Task description
Search the material for the word "small" and copy every line in which it occurs.

┌──

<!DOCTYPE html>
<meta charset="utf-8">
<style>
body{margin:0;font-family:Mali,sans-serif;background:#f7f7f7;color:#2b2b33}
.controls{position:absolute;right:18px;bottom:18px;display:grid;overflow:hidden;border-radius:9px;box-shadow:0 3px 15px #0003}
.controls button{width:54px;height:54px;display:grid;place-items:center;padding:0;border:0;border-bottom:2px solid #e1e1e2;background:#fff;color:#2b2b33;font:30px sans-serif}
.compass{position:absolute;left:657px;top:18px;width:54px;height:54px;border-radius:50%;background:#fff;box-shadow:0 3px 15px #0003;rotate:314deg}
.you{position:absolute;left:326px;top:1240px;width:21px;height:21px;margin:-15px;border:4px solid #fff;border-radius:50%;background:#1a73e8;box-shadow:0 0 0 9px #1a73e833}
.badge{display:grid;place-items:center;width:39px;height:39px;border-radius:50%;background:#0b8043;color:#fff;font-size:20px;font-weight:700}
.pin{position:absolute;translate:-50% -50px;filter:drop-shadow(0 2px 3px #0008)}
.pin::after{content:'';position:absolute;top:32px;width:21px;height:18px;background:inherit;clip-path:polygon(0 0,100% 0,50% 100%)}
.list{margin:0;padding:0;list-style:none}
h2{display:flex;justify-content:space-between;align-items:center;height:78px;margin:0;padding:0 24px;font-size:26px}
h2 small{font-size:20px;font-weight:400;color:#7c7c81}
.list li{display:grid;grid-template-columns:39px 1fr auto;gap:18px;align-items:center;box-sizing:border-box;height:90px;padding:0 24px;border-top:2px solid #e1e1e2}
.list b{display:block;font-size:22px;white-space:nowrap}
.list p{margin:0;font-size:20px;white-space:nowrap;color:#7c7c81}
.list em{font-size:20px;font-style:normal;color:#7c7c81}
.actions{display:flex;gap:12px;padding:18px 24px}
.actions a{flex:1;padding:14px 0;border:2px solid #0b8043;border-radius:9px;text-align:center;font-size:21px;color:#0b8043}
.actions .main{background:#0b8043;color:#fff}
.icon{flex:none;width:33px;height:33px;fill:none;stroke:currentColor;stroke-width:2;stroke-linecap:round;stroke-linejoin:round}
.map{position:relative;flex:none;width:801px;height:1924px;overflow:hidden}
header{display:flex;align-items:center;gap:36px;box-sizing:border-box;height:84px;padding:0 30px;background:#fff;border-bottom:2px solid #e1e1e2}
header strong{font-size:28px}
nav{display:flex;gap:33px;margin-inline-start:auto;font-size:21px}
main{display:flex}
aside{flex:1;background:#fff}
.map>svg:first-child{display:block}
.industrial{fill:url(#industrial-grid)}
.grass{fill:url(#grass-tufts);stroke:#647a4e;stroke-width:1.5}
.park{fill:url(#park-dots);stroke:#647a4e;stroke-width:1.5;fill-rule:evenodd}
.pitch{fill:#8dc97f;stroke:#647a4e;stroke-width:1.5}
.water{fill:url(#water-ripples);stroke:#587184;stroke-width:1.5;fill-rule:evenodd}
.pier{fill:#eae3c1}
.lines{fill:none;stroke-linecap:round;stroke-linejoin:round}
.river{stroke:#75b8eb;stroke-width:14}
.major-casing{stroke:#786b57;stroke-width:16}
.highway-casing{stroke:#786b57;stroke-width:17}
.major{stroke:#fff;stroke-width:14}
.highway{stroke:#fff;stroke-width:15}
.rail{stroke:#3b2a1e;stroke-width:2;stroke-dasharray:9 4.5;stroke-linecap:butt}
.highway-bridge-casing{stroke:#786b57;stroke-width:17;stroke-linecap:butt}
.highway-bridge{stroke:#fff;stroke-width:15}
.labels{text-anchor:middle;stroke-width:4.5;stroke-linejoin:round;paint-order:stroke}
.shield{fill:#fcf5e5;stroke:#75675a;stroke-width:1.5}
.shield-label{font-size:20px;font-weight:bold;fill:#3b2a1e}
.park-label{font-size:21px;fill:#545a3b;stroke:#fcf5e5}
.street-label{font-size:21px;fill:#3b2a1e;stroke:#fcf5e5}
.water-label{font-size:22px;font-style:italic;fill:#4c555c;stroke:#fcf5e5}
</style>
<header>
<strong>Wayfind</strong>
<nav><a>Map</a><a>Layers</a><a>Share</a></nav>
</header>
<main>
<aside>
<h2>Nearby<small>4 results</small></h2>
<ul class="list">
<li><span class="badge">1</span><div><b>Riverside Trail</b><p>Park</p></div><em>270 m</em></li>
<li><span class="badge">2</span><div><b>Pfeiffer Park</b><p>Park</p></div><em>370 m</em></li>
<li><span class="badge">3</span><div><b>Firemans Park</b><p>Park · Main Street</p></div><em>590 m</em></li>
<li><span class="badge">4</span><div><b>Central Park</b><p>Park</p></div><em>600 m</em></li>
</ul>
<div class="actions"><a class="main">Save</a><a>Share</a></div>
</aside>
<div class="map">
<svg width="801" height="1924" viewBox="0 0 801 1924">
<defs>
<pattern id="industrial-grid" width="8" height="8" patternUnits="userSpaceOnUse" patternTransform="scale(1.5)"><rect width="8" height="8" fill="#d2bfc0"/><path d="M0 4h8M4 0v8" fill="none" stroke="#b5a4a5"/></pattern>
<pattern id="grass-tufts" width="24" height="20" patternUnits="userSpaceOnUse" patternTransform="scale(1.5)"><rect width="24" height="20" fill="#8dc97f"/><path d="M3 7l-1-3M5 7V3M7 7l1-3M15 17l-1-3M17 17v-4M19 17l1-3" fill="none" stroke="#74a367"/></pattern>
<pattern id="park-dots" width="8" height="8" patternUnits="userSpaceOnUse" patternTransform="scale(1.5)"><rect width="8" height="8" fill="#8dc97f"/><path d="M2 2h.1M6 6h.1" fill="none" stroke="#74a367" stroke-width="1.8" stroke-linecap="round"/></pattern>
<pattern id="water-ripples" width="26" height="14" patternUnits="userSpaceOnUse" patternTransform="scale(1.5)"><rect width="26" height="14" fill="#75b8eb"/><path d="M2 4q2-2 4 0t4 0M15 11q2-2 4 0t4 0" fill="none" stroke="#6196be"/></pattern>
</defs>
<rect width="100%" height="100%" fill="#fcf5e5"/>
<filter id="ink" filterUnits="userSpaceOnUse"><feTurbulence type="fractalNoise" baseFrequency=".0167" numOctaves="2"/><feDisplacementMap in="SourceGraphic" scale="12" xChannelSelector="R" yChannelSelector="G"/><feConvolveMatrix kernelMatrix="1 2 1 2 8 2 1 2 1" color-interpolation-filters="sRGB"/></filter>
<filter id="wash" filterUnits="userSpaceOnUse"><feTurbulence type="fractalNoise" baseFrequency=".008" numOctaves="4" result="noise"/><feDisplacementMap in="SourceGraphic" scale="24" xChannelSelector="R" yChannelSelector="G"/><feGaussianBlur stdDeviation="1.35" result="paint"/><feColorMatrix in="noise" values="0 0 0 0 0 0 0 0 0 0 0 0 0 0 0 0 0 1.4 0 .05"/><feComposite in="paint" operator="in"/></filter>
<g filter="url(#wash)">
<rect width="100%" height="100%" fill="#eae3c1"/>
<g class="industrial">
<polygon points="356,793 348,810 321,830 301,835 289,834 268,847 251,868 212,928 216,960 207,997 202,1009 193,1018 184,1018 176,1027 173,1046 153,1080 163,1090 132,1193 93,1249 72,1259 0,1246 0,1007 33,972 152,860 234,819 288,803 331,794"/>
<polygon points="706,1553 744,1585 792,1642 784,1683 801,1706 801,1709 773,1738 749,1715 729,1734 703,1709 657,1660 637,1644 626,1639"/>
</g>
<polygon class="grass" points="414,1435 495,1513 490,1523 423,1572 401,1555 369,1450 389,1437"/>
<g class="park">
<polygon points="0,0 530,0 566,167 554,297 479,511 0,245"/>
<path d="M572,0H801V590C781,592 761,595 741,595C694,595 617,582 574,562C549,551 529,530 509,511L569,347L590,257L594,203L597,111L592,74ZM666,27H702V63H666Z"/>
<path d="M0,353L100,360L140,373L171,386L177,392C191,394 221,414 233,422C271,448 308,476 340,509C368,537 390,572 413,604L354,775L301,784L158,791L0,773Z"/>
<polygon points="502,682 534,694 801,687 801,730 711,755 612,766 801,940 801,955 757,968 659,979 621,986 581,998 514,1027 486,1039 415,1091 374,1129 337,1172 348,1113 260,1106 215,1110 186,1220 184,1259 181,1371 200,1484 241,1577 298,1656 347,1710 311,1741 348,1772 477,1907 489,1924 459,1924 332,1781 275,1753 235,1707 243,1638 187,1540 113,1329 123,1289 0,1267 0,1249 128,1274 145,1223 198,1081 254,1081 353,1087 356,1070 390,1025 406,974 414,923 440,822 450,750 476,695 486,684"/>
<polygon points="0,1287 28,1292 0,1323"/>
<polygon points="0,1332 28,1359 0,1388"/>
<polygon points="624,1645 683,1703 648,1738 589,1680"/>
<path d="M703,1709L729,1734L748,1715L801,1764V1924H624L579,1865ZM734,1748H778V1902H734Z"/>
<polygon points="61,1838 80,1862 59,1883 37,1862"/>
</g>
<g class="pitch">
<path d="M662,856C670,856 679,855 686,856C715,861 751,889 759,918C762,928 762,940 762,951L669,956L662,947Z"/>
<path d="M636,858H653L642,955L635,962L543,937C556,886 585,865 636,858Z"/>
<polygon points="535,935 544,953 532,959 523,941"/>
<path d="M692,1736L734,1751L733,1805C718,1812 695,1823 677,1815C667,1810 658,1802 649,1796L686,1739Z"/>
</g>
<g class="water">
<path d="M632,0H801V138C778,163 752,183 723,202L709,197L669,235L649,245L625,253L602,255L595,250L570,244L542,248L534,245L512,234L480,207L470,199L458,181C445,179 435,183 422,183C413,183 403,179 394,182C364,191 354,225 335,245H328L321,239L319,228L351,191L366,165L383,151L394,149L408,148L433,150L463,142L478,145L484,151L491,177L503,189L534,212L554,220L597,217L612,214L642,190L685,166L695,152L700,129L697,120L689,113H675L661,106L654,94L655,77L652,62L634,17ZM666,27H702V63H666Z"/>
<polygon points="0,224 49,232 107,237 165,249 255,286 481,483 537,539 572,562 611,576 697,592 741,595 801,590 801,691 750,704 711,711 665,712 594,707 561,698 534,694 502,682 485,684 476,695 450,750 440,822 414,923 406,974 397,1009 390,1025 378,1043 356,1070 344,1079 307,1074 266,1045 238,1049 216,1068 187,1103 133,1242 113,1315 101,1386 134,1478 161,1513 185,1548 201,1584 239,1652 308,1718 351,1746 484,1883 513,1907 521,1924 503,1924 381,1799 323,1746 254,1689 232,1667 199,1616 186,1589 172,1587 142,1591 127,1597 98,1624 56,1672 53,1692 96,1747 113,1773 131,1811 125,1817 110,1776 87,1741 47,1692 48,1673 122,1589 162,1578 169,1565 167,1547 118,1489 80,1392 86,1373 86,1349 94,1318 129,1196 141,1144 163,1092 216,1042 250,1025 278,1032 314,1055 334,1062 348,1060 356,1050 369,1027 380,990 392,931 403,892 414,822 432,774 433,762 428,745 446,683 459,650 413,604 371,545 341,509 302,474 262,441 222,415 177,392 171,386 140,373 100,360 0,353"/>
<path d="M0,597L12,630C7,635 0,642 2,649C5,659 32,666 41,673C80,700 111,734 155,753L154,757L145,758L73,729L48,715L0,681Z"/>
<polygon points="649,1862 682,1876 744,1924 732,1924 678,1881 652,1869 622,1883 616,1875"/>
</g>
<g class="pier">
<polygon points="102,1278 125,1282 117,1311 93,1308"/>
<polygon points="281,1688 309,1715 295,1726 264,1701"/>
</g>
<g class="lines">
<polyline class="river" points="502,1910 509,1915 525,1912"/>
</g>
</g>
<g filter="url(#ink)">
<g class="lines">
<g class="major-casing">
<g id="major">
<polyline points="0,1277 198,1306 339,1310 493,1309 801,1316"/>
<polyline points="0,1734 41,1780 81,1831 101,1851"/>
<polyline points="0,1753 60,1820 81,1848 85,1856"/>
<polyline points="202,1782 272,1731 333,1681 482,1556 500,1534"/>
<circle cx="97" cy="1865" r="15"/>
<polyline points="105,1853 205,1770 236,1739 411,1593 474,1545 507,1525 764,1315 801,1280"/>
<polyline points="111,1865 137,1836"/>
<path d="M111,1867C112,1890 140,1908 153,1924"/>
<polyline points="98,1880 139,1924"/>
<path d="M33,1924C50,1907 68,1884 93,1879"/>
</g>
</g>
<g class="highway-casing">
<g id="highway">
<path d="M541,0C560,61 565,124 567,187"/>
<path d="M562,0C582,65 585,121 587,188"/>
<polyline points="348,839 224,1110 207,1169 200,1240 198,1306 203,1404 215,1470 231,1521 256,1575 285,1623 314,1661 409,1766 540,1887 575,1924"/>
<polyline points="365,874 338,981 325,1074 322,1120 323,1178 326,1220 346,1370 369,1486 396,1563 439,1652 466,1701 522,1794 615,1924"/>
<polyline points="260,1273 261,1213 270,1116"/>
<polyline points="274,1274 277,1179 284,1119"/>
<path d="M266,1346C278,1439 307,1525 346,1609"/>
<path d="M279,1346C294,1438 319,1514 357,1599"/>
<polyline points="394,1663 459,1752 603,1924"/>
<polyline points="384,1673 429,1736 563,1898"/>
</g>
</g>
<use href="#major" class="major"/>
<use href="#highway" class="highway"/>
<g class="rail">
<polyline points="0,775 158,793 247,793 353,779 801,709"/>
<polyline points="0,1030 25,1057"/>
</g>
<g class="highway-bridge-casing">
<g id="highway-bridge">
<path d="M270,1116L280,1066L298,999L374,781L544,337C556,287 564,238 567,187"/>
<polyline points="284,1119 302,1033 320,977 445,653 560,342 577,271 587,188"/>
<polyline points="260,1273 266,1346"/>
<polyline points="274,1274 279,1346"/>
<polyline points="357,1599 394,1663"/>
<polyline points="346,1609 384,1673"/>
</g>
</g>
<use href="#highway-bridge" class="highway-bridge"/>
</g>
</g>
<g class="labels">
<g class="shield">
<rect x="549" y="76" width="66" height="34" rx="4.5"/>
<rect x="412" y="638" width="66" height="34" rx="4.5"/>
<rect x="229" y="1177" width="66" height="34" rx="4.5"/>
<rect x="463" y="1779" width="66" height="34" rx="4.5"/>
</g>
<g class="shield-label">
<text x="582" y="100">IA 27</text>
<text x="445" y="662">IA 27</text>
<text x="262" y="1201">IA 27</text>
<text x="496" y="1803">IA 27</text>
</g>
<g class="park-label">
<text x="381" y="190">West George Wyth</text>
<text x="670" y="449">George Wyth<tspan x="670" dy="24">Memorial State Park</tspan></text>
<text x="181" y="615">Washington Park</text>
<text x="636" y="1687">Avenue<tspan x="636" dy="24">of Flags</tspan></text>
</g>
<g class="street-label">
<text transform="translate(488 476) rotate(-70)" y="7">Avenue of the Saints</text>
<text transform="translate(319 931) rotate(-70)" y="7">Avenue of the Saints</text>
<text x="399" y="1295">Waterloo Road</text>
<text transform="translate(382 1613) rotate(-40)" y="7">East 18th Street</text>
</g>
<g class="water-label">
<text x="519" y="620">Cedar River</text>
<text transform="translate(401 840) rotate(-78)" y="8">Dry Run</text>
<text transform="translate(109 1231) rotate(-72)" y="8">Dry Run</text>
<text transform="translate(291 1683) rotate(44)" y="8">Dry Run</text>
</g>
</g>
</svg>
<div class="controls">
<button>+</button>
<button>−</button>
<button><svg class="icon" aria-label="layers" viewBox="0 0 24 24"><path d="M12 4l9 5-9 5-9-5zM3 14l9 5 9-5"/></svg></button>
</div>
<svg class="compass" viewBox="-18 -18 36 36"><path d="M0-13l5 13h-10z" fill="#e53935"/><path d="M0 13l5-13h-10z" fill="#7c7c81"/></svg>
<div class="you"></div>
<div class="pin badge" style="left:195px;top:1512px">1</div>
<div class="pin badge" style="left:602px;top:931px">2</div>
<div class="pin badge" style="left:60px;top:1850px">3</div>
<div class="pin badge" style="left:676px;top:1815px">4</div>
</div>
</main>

└──

Answer for the task
h2 small{font-size:20px;font-weight:400;color:#7c7c81}
<h2>Nearby<small>4 results</small></h2>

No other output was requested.